The El Paso Downtown Ballpark and The Blame Game
What will be the long term effect of Tuesday’s 5-3 vote by City Council to approve $52.8 million in bonds to finance the new downtown ballpark? When the Council first approved $50 million to allocate for the stadium last summer, many people felt the amount would cover all of its construction costs. However, when City Council was told about the additional $10 million to cover additional expenses, they balked at adding to the large tab. Forget about the street and sidewalk work around the stadium, or a party pavilion for families, or a bar and restaurant. Those amenities would give a first class touch to the new downtown ballpark, but City Council was not willing to cover the extra cost.
“The blame game” started when City Manager Joyce Wilson and City Engineer Alan Shubert were blasted by City Representatives for not communicating to them the possibility of an increase in the stadium’s budget. This is a microcosm of the downtown project’s biggest recurring flaw: a lack of communication. Since the ballpark was rushed through last summer amid a firestorm of controversy, city leaders should have gone out of their way to make sure that there were no additional surprises pertaining to the ballpark. When the $10 million additional price tag was added to the total projected cost last week, even the most loyal city representatives to the downtown stadium felt betrayed by Wilson. The situation was so bad that she asked Council to remove the additional funding from Tuesday’s agenda.
That is where things started to get even more interesting. Wilson continued “the blame game” by accusing Mountain Star Sports Group of asking for extra amenities like more box seats that were not part of the original design. Wilson also added that she informed MSSG two months ago that she would not ask council for additional money. Mountain Star Sports Group’s Paul Foster told KVIA TV that he was never asked to share in the cost of the additional amenities of the ballpark.

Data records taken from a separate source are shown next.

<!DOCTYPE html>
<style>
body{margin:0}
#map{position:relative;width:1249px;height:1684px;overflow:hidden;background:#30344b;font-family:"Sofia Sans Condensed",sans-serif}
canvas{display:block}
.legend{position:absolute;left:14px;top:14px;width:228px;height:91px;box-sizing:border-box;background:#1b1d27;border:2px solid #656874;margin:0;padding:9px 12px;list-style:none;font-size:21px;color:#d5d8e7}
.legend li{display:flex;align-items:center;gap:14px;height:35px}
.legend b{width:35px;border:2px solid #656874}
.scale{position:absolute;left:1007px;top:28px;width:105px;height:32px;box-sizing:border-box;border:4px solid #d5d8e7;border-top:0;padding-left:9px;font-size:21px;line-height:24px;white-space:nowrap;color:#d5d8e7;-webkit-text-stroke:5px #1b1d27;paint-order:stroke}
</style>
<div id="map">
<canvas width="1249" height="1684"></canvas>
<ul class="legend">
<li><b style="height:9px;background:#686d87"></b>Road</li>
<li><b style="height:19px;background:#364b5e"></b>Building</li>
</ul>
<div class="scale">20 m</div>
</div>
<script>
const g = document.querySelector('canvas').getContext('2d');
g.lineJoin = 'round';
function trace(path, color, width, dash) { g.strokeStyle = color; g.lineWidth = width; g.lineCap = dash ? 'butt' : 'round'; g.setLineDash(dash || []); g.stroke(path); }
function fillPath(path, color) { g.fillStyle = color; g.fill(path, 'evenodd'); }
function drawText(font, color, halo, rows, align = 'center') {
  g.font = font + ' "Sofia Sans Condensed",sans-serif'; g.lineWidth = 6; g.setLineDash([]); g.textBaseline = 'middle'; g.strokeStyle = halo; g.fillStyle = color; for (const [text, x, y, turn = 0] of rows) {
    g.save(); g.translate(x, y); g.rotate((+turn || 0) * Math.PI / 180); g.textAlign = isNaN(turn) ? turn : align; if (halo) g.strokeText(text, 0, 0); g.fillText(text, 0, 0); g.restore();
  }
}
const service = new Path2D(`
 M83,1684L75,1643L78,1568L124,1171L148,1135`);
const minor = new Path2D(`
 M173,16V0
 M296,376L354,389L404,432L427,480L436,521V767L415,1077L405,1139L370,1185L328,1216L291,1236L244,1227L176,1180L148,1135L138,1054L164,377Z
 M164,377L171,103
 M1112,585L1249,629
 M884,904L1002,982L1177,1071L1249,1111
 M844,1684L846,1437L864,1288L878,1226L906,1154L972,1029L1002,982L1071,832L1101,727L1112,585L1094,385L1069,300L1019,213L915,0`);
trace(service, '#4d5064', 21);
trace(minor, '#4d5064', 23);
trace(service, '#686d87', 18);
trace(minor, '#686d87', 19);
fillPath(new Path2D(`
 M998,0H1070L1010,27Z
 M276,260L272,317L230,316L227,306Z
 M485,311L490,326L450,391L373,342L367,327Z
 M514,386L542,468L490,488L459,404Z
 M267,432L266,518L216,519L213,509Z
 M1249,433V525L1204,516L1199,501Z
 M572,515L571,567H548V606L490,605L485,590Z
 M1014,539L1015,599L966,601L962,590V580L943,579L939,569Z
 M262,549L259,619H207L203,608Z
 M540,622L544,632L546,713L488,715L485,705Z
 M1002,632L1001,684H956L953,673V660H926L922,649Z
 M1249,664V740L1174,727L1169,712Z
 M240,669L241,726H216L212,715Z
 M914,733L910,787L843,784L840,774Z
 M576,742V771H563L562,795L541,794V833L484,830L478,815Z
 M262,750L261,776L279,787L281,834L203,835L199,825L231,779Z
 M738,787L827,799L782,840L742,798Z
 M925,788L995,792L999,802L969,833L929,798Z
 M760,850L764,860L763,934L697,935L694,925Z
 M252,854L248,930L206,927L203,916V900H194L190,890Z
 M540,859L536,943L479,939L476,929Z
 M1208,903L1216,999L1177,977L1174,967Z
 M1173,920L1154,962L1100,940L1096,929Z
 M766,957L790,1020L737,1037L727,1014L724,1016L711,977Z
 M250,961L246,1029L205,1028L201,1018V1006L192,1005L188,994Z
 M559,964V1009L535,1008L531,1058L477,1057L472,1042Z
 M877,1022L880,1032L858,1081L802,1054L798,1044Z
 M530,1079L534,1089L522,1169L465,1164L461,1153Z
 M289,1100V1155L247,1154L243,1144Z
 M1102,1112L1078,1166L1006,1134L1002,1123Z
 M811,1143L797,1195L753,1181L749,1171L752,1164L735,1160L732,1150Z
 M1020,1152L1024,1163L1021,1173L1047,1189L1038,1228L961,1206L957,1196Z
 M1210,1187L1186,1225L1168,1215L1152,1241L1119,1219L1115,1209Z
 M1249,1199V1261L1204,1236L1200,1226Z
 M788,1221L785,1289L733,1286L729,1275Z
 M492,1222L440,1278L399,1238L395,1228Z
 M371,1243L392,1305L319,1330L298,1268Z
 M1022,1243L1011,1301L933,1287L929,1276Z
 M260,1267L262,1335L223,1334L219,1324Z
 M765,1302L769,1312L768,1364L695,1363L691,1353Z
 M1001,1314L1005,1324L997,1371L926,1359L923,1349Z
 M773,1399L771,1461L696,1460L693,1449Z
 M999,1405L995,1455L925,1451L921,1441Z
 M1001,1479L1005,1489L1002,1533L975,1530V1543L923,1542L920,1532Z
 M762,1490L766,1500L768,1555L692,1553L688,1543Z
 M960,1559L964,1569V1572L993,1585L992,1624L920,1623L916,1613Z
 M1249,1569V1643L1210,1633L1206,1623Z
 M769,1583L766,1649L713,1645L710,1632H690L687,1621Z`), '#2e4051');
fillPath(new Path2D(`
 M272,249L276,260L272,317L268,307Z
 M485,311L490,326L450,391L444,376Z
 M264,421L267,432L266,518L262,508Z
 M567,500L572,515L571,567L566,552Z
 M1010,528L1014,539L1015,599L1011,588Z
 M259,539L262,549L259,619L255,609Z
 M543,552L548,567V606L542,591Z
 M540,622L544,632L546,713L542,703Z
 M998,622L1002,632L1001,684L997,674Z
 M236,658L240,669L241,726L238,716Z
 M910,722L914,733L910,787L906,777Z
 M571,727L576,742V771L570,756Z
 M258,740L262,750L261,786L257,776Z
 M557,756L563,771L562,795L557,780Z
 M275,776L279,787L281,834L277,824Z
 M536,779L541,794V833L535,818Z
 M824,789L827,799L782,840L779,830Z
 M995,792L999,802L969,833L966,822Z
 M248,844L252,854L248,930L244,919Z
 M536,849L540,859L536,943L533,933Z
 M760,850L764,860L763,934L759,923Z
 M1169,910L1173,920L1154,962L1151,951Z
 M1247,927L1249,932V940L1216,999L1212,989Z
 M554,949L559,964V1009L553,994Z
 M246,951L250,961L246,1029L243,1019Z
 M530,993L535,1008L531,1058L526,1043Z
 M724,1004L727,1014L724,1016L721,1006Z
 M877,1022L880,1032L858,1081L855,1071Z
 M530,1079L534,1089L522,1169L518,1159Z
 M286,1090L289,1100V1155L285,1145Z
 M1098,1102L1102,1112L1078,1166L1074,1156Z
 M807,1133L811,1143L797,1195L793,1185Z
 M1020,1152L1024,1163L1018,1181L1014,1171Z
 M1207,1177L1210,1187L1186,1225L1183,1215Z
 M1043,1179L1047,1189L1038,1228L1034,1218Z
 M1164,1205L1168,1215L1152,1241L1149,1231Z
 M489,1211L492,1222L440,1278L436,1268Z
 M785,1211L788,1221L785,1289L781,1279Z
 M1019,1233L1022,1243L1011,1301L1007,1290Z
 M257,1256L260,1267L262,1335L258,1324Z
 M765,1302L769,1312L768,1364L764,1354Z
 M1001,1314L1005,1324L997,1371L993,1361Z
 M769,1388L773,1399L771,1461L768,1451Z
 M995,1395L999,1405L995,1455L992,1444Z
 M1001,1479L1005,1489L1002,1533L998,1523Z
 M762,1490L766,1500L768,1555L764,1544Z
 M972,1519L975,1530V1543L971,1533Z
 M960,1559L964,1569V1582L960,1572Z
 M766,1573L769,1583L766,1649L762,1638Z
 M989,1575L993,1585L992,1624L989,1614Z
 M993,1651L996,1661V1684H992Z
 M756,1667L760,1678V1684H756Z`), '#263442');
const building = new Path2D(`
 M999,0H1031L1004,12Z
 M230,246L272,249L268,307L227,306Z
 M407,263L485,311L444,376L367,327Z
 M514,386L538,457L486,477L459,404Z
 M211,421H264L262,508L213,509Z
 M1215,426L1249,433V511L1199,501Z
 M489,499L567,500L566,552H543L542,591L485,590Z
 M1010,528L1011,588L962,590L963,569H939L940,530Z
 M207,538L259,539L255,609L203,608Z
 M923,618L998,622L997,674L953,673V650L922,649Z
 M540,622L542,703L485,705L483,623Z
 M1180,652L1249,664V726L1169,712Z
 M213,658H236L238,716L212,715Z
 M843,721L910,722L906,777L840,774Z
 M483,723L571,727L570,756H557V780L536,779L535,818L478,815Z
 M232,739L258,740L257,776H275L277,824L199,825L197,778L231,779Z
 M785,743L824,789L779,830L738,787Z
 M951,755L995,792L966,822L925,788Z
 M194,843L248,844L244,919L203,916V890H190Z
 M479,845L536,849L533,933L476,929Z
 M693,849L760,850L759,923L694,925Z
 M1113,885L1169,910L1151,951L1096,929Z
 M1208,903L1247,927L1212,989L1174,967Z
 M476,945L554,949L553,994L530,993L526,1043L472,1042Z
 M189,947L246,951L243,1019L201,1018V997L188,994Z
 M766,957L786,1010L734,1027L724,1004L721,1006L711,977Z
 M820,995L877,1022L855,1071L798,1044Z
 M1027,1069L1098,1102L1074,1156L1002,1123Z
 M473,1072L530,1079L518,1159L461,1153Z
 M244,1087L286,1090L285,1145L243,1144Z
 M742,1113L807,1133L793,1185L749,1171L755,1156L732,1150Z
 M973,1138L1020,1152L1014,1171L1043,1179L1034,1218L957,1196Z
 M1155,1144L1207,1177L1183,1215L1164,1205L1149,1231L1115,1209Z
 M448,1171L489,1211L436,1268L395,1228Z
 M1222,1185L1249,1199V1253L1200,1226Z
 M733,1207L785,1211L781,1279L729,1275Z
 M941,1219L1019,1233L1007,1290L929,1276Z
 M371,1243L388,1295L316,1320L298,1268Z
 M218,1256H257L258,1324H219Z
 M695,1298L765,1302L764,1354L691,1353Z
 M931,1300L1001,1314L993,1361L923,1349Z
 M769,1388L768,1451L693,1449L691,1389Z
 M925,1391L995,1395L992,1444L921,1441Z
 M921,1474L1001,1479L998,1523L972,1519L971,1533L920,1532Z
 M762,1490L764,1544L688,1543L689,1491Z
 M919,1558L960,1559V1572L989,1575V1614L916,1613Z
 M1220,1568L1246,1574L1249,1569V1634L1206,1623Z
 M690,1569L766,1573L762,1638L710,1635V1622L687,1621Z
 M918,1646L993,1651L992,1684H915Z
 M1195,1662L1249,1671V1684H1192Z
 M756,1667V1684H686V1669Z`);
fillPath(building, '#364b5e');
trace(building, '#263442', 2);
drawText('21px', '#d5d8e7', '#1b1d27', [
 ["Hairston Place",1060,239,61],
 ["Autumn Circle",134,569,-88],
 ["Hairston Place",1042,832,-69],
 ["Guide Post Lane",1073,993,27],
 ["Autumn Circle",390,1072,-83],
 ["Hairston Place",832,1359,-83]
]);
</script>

The truth is that we currently do not know how much the downtown ballpark will cost. It could come in under budget, right at the total, or exceed the $40 million price tag. As of today, only 20% of the project has been bid on and it will be at least a month before the final ballpark numbers are calculated. The $5 million in contingency funds were discussed just in case the project goes over budget. However, when Shubert painted a doom and gloom picture of what would happen to the ballpark if the increased funding was not passed, people assumed that final result would be less than acceptable.
I would expect the Mountain Star Sports Group to announce in the coming days or weeks that they will provide the contingency funding for the ballpark that City Council would not pass. The Fosters and the Hunts do not want their new stadium to be less than what they envisioned for the new Triple-A baseball team. With Thursday’s sold out Groundbreaking Ceremony, MSSG is fully aware how baseball fans in El Paso cannot wait to start attending games in their new downtown ballpark.